Crestview Police Officer Corey Newcomb wields his backyard barbecue tools. [Brian Hughes | Crestview Police Department]

CRESTVIEW — They may wear blue while on duty, but Crestview Police officers and administrative staff happily swap their uniforms for chef's aprons when it comes to family get-togethers and backyard cookouts.

With the Fourth of July holiday ideal for gathering around the picnic table, several officers and police staff shared some family favorite recipes.

Cold Bean Salad

Marie Saccaro, Crestview Citizens Police Academy Alumni Inc. president, shared this recipe, which she said is popular at family gatherings and potluck occasions.

Ingredients:

Salad:

  • 1 (14.5-ounce) can green beans, drained
  • 1 (14.5-ounce) can wax beans, drained
  • 1 (15.5-ounce) can garbanzo beans
  • 1 (14.5-ounce) can kidney beans, drained
  • 1 (14.5-ounce) can black beans, drained
  • 1/2 cup chopped green pepper
  • 1/2 cup chopped onion
  • 1/2 cup chopped celery

Dressing:

  • 1/2 cup olive oil
  • 1/2 cup vinegar
  • 1/2 tsp. pink or regular salt
  • 1/2 tsp. black pepper
  • 1/2 cup sugar

Mix all the beans together in a bowl with the onions, celery and peppers.

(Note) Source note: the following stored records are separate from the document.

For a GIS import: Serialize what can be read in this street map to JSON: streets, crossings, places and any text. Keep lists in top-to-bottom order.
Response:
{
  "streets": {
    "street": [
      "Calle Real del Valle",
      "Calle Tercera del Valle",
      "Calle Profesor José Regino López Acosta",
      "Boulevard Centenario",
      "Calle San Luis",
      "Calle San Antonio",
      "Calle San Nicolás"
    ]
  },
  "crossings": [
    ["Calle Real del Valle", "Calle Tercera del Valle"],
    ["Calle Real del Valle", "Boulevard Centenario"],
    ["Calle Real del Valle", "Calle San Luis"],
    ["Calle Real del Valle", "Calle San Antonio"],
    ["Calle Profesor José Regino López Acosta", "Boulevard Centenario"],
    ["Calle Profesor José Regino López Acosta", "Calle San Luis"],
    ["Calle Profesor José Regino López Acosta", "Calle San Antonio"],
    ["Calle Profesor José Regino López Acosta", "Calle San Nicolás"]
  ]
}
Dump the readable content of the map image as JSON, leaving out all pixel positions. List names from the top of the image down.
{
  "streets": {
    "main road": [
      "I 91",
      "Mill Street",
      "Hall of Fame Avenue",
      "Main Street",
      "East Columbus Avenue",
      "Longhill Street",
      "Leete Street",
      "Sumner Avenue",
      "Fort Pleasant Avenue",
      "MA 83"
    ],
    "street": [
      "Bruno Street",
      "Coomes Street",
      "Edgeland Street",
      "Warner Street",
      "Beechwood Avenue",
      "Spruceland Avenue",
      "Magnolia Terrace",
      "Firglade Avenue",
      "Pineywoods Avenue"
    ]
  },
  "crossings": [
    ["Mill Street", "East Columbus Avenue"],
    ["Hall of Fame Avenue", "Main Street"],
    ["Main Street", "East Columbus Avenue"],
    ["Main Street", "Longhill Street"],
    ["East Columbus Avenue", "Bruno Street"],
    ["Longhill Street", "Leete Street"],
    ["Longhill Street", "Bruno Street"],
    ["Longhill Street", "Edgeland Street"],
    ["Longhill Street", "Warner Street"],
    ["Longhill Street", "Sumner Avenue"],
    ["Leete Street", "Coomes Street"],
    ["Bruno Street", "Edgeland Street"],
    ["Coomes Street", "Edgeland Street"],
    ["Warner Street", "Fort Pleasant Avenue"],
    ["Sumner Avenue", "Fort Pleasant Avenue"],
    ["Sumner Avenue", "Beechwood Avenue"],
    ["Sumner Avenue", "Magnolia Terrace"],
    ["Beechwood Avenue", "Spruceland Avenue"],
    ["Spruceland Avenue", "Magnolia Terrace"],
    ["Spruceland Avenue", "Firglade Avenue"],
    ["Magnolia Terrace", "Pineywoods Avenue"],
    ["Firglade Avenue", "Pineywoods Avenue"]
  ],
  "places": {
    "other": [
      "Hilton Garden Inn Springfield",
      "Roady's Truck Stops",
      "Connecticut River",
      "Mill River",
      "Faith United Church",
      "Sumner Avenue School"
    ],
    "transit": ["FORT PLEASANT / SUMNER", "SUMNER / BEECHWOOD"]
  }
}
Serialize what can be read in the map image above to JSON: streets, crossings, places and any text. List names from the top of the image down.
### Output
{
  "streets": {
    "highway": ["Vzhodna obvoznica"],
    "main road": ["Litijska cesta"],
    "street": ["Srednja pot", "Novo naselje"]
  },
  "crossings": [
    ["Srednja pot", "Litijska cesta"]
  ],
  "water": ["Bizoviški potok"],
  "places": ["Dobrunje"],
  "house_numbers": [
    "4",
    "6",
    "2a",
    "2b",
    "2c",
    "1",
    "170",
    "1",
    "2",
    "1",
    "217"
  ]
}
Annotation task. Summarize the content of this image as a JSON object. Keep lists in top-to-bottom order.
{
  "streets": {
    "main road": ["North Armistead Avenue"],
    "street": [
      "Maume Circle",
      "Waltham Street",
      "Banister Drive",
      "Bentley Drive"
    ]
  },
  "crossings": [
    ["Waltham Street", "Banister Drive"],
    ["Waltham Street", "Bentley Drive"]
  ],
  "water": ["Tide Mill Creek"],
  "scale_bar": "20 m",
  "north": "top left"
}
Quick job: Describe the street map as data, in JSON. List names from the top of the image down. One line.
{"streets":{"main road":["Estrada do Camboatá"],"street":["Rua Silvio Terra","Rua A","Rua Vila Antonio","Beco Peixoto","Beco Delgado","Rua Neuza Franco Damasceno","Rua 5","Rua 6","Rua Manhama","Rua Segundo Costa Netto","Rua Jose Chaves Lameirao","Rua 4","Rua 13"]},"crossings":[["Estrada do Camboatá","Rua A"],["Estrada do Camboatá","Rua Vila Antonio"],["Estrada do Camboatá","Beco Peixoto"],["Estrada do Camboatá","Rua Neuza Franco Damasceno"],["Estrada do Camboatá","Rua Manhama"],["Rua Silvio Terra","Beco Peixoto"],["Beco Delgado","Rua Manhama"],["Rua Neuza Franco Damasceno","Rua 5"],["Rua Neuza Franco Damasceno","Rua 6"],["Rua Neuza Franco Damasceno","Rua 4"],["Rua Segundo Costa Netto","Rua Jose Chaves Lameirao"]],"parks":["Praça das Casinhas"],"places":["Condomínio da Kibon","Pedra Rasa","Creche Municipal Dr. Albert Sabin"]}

Toss the mixture.

Mix the dressing ingredients and stir until the sugar is dissolved. Pour over the beans and toss until all is coated and mixed. Refrigerate for 6-8 hours then serve.

Cuppa Cuppa Cuppa

This southern cobbler recipe I make is similar to the one mentioned in "Steel Magnolias":

Ingredients:

  • 1 stick of butter
  • 1 cup flour
  • 1 cup whole milk
  • 1 cup sugar
  • 2 tsp. baking powder (omit if using self-rising flour)
  • Pinch of salt
  • 2 cups blueberries (or other fruit)

Put the butter in a baking dish. Put it in the oven, then turn the oven on to 350°F and let the butter melt as the dish heats up.

Meanwhile, mix the flour, whole milk, and sugar in a large bowl. If you use all-purpose flour (instead of self-rising) add 2 teaspoons of baking powder. Add a pinch of salt. Mix it all together to make a runny batter. Take the hot baking dish out of the oven and pour the batter over the melted butter. Do not stir. Spread the blueberries (or other fruit) across the top, without stirring.

The fruit will sink into the batter as it bakes.

Bake it about 45 minutes, but toward the end, ensure the edges don't burn. It should be a golden brown and the edges should be a bit browner. It is great served hot with ice cream on top.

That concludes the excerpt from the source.